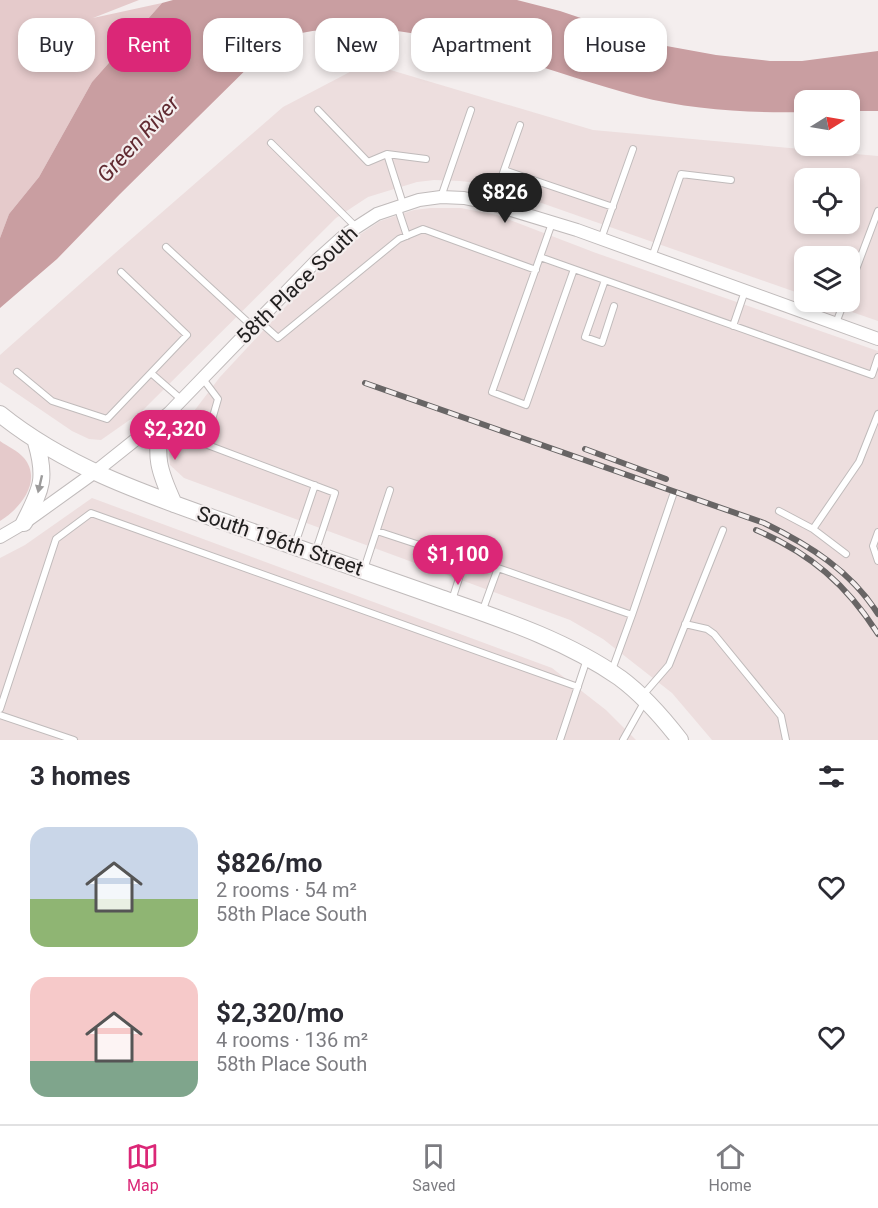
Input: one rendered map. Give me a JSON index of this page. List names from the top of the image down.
{
  "streets": {
    "main road": ["South 196th Street"],
    "street": ["58th Place South"]
  },
  "crossings": [
    ["58th Place South", "South 196th Street"]
  ],
  "water": ["Green River"],
  "north": "right",
  "page": {
    "chip": [
      "Buy",
      "Rent",
      "Filters",
      "New",
      "Apartment",
      "House"
    ],
    "price": ["$826", "$2,320", "$1,100"],
    "heading": "3 homes",
    "list": [
      {
        "name": "$826/mo",
        "note": "2 rooms · 54 m² · 58th Place South"
      },
      {
        "name": "$2,320/mo",
        "note": "4 rooms · 136 m² · 58th Place South"
      }
    ],
    "tabs": ["Map", "Saved", "Home"]
  }
}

_Exercise:_ For every line of the records above that holds the word "rooms", count one, and state the total only.

_Exercise result:_ 2